Lauffen Monastery

from Wikipedia, the free encyclopedia
Monastery wall

The monastery Lauffen was a convent in Lauffen . Founded as a Benedictine convent in 1003 at the behest of Emperor Heinrich II , it housed Dominican women in 1285 at the latest , who established an Itzingen convent at the end of the 13th century . In the 14th century, rulership in Lauffen changed from Kurmainz to the Württemberg people . Since the Dominican nuns' monastic life came to a standstill, Premonstratensian women from the Adelberg Monastery took over the monastery in 1466 and received considerable support from sovereign Ulrich V before the Reformation .

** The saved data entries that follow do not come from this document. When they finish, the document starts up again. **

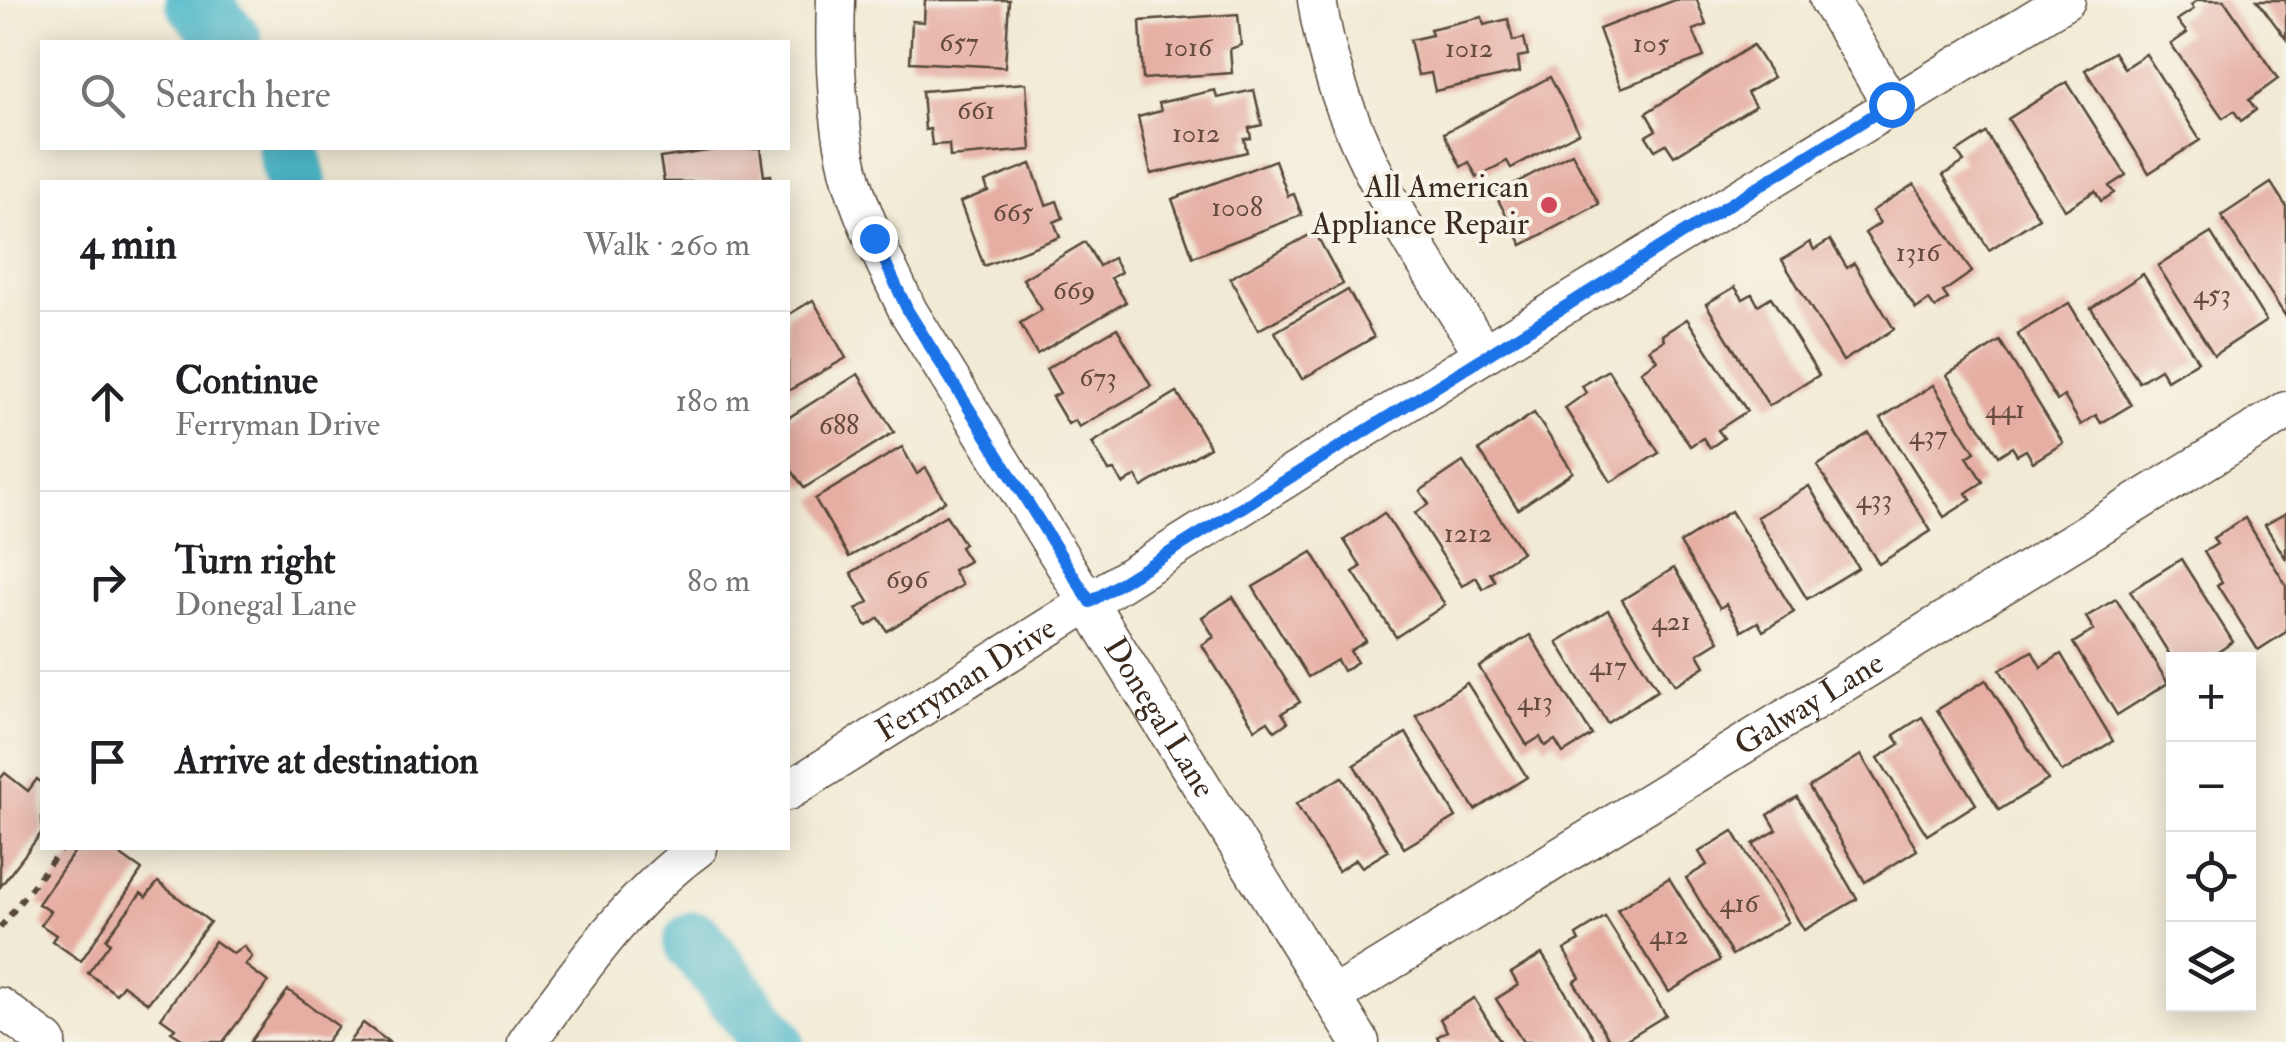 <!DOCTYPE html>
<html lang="en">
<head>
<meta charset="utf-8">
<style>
  body { margin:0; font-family:"IM FELL Double Pica",serif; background:#f2f2f2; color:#202124 }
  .controls { position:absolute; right:30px; bottom:30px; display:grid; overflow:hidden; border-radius:0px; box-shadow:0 5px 25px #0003 }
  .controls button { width:90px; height:90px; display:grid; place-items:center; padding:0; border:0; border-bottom:2px solid #e0e0e0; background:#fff; color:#202124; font:50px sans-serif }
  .stop { position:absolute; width:30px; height:30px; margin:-22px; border:8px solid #1a73e8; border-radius:50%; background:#fff }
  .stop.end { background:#1a73e8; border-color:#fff; box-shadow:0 2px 10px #0008 }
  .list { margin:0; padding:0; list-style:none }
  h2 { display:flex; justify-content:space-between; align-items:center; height:130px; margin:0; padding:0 40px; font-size:42px }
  h2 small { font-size:32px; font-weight:400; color:#757577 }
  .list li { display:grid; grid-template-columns:65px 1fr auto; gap:30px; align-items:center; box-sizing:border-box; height:180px; padding:0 40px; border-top:2px solid #e0e0e0 }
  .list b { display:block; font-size:38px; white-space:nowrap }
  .list p { margin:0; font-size:32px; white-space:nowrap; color:#757577 }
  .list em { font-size:32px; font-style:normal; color:#757577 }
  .icon { flex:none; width:55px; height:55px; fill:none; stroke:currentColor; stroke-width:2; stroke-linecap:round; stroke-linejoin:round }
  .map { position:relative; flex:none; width:2286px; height:1042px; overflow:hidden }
  .search { position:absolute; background:#fff; box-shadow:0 5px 25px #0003; left:40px; top:40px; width:750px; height:110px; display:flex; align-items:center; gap:25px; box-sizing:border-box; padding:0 35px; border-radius:0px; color:#757577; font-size:38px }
  .panel { position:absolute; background:#fff; box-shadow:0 5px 25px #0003; left:40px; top:180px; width:750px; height:670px; border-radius:0px }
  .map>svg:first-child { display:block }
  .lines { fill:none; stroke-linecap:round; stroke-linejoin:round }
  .river { stroke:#4db8c9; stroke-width:62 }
  .building { fill:#e6aea3 }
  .minor-casing { stroke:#564739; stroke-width:41 }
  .path { stroke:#564739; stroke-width:6; stroke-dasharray:8 8; stroke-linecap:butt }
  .minor { stroke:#fff; stroke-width:38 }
  .route { stroke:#1a73e8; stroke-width:12 }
  .poi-dot { fill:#d1495b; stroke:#f7f3e8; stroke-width:4 }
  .labels { text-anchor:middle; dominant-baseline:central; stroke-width:8; stroke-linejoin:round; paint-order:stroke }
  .number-label { font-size:28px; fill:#664b3f }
  .poi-label { font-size:32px; fill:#3b2a1e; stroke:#f7f3e8; text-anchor:end }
  .street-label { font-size:32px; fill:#3b2a1e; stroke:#f7f3e8 }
</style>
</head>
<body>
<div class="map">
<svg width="2286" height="1042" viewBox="0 0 2286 1042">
  <rect width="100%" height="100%" fill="#f7f3e8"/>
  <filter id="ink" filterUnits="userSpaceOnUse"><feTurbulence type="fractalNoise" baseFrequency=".01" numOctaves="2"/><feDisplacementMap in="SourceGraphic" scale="20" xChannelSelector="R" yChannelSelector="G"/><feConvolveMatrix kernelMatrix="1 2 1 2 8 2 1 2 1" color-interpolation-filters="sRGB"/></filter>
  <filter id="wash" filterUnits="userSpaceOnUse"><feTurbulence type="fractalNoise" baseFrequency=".0048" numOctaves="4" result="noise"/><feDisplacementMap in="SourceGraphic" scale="40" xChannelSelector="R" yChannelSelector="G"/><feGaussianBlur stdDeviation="2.25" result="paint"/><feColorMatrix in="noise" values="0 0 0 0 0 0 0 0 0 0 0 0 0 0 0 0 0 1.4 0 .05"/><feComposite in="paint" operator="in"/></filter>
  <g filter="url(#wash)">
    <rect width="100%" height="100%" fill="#f1ead4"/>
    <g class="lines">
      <g class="river">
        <polyline points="196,0 232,42"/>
        <polyline points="288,148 296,182"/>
        <polyline points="695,942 773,1042"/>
      </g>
    </g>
    <g id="blocks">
      <g class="building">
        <polygon points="925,0 1009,0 1005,67 910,62 912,21 924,22"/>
        <polygon points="1675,0 1697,0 1706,25 1693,30 1704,57 1621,88 1599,29"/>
        <polygon points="2198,0 2224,0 2278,79 2249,100 2256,110 2241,121 2234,111 2223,118 2171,44 2187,33 2177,20 2194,9 2191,5"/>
        <polygon points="2257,0 2286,0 2286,39"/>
        <polygon points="1238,14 1241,45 1230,49 1232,73 1143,79 1140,21"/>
        <polygon points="1482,17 1484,25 1508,19 1513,41 1524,38 1528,55 1518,57 1520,72 1435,91 1431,73 1418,75 1410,40 1432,35 1430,29"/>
        <polygon points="1753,45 1773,77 1747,93 1755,106 1674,156 1666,144 1655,150 1646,136 1656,130 1646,113"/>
        <polygon points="2114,52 2124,68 2146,54 2200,140 2149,173 2085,70"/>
        <polygon points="1550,77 1579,132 1511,168 1507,161 1477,177 1469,162 1461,167 1444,133"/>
        <polygon points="2067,82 2126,175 2109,186 2114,193 2101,201 2095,191 2065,210 2008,119"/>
        <polygon points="1026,83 1031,150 950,157 949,144 932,145 930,129 925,130 922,91"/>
        <polygon points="1215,90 1217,98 1254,90 1262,125 1249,128 1251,138 1244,139 1247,152 1151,174 1138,117 1161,111 1159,103"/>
        <polygon points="1986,133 2039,218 1989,250 1943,175 1964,162 1957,152"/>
        <polygon points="728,148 760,148 764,176 771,175 772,182 664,182 660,158"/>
        <polygon points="1572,153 1599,204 1522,245 1495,194"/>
        <polygon points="1275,160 1288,196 1294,194 1302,215 1193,257 1172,199"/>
        <polygon points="1031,164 1046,205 1057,201 1063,218 1054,222 1060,237 984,266 960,202 988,191 985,182"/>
        <polygon points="2271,183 2286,206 2286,317 2221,216"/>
        <polygon points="1914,184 1972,272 1943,292 1948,299 1935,308 1929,300 1916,309 1865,233 1880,223 1872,211"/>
        <polygon points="1315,232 1343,284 1258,330 1230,278"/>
        <polygon points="2211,233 2266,321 2214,355 2158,266"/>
        <polygon points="1830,240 1847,268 1854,263 1894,329 1843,361 1782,260 1810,242 1814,250"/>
        <polygon points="1085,242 1099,266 1113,258 1121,272 1111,278 1126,302 1037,354 1020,323 1042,310 1023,279"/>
        <polygon points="2143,274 2198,361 2167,380 2160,369 2139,382 2091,308"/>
        <polygon points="1735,287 1743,299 1752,294 1758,305 1771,297 1819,375 1769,406 1706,304"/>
        <polygon points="1348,290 1374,337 1302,379 1275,332"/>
        <polygon points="813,300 846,358 788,391 788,315"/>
        <polygon points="2069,303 2131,405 2101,423 2096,415 2081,425 2064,396 2057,401 2017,334"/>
        <polygon points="1687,319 1747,411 1718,430 1724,438 1710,448 1703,438 1690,446 1641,371 1657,360 1649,349 1664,340 1662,335"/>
        <polygon points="1117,328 1151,386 1079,427 1075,420 1068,424 1052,397 1060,393 1046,369"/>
        <polygon points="2000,341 2063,443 2033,462 2026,450 2017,455 2012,447 1998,456 1947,375"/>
        <polygon points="1608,370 1659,453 1611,482 1565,408 1586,393 1582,386"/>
        <polygon points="858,374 894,432 804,488 793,472 788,475 788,418"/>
        <polygon points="1933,385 1975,452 1967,457 1983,482 1966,493 1971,500 1944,517 1881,418"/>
        <polygon points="1177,392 1210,447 1142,487 1136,476 1123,484 1114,470 1109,471 1092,443"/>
        <polygon points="1534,413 1573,472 1518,509 1479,450"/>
        <polygon points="1869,433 1931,531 1879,564 1817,466"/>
        <polygon points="902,447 917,474 926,468 945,501 849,557 815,499"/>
        <polygon points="1463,462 1522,552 1490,573 1495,581 1483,589 1476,577 1462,586 1415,513 1429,504 1420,491"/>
        <polygon points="1809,486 1858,568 1807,599 1757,517"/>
        <polygon points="1731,511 1794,612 1763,631 1758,622 1742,631 1726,604 1720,608 1680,543"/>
        <polygon points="1384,513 1445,605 1396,637 1353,572 1361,567 1344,540"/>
        <polygon points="2286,513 2286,559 2265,525"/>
        <polygon points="946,515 964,544 960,547 969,561 953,570 962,585 887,631 879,618 867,626 856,609 869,602 851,573"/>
        <polygon points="2245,518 2286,585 2286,632 2258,650 2217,585 2222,582 2204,552 2217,544 2213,538"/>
        <polygon points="1312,552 1366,641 1350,651 1357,662 1343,671 1337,660 1308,677 1253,587"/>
        <polygon points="2181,559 2233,642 2206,660 2173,660 2130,591"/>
        <polygon points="1674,568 1719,641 1698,654 1705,666 1675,685 1622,600"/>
        <polygon points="1233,597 1300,702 1282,713 1288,722 1275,731 1268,721 1255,729 1202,645 1214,637 1202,617"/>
        <polygon points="2116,599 2168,683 2117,715 2073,643 2094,630 2086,617"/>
        <polygon points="1608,610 1658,690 1607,723 1557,642"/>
        <polygon points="1530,635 1592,735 1563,753 1555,740 1545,746 1540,737 1527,745 1479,667"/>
        <polygon points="2032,651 2041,667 2061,654 2113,741 2062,772 2000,670"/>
        <polygon points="1986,680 2048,780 1999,810 1937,710"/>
        <polygon points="1467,683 1527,777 1475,810 1416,716"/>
        <polygon points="1922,717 1976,804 1927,835 1878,758 1900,744 1894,735"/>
        <polygon points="1406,733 1456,817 1404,848 1354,765"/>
        <polygon points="1861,755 1917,850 1865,882 1809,787"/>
        <polygon points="5,773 28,791 37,779 42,783 42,832 0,887 0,779"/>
        <polygon points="1342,777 1388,851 1362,867 1356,859 1338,871 1296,804"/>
        <polygon points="1797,797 1857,899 1804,930 1753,844 1777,830 1768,815"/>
        <polygon points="1733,831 1788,922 1732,955 1686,878 1707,865 1699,852"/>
        <polygon points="77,848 117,848 115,851 142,870 81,961 52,941 56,935 41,925 50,911 38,904"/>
        <polygon points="1669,878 1720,960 1669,992 1617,910"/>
        <polygon points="158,882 210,922 148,1003 123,985 116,994 88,973 110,943 106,939 141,893 146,897"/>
        <polygon points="1605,917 1666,1015 1622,1042 1611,1042 1574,982 1580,978 1564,950 1579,941 1576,935"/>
        <polygon points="215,941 233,954 244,946 252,957 245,965 268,982 223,1042 187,1042 171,1032 175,1028 161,1018"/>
        <polygon points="1542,954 1595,1040 1593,1042 1523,1042 1496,999 1518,985 1511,973"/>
        <polygon points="288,990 338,1026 326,1042 250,1042"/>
        <polygon points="1474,998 1501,1042 1440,1042 1437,1037 1447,1031 1440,1019"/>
        <polygon points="363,1023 389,1042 349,1042"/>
      </g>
    </g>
  </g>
  <g filter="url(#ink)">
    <use href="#blocks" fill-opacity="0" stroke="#564739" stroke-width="2.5"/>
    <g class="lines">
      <g class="minor-casing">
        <g id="minor">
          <path id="s1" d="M836 0C834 56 836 114 849 169 861 218 887 265 908 311L1360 1042"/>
          <path d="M1317 0C1337 137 1412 241 1484 354"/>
          <polyline points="1829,0 1891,104"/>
          <path id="s2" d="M788 791 1484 354 2066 0"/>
          <path id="s3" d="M1332 997 2286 411"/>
          <polyline points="0,1007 47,1042"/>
          <path d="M527 1042C579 972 627 900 698 848"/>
        </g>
      </g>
      <polyline class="path" points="0,928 62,848"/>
      <use href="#minor" class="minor"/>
    </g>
  </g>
  <g class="lines" filter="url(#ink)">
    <polyline class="route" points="874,238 908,311 1090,602 1891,104"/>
  </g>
  <circle class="poi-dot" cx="1549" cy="205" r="10"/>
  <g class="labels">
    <g class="number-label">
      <text x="959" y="42">657</text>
      <text x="1651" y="43">105</text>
      <text x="1188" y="47">1016</text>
      <text x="1469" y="48">1012</text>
      <text x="976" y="110">661</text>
      <text x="1196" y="133">1012</text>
      <text x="1237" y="207">1008</text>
      <text x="1013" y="212">665</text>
      <text x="1918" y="252">1316</text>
      <text x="1074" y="290">669</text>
      <text x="2212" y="294">453</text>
      <text x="1098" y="377">673</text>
      <text x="2005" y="409">441</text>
      <text x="839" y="425">688</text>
      <text x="1928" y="435">437</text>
      <text x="1874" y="499">433</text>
      <text x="1468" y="533">1212</text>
      <text x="907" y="579">696</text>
      <text x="1671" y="621">421</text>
      <text x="1608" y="666">417</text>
      <text x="1535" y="701">413</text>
      <text x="1739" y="903">416</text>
      <text x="1669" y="935">412</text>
    </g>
    <g class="poi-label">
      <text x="1529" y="187">All American<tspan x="1529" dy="37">Appliance Repair</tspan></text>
    </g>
    <g class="street-label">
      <text stroke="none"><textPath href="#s2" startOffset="210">Ferryman Drive</textPath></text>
      <text stroke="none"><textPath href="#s3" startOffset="560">Galway Lane</textPath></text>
      <text stroke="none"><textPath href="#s1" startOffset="802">Donegal Lane</textPath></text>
    </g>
  </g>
</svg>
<div class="controls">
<button>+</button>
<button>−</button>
<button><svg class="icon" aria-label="locate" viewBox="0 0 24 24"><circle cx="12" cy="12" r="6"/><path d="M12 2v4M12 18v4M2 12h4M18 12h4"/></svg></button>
<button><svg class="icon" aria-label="layers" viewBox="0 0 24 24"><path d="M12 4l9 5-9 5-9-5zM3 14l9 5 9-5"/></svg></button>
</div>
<div class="stop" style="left:1891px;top:104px"></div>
<div class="stop end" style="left:874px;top:238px"></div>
<div class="search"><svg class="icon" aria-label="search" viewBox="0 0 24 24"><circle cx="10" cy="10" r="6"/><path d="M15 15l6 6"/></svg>Search here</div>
<section class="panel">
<h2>4 min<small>Walk · 260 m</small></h2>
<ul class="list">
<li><svg class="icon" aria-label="ahead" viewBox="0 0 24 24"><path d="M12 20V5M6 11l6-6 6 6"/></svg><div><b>Continue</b><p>Ferryman Drive</p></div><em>180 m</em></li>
<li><svg class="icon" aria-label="right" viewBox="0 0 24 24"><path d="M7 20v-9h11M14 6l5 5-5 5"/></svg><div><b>Turn right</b><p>Donegal Lane</p></div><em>80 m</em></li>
<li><svg class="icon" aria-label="arrive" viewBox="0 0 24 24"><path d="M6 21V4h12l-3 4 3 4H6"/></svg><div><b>Arrive at destination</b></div></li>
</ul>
</section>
</div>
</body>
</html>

In the course of the Peasants' War , the monastery was looted in 1525. The nuns resisted the introduction of the Reformation from 1536 until 1553. During this time the monastery was guarded like a prison until the last prioress finally left. The complex was then used as a reformed women's monastery and received a lordly cloister steward .

As a result of Ferdinand II's edict of restitution of 1629, the Adelberg abbot tried in vain to have it returned.

In the second half of the 18th century Heinrich Friedrich Hölderlin was the cloister steward . His son Friedrich Hölderlin was born here in 1770.

Hölderlin's parents' house

In 1806 the church property was abolished and the Hofmeisterei was also dissolved in 1807, with the Lauffen court cameral office taking over its duties . The buildings that had become inoperable were then largely lost. In the monastery courtyard you can visit the monastery wall, the rebuilt monastery church, a lapidarium and a Holderlin memorial. Hölderlin's parents' house and the remains of a mill are in the neighborhood.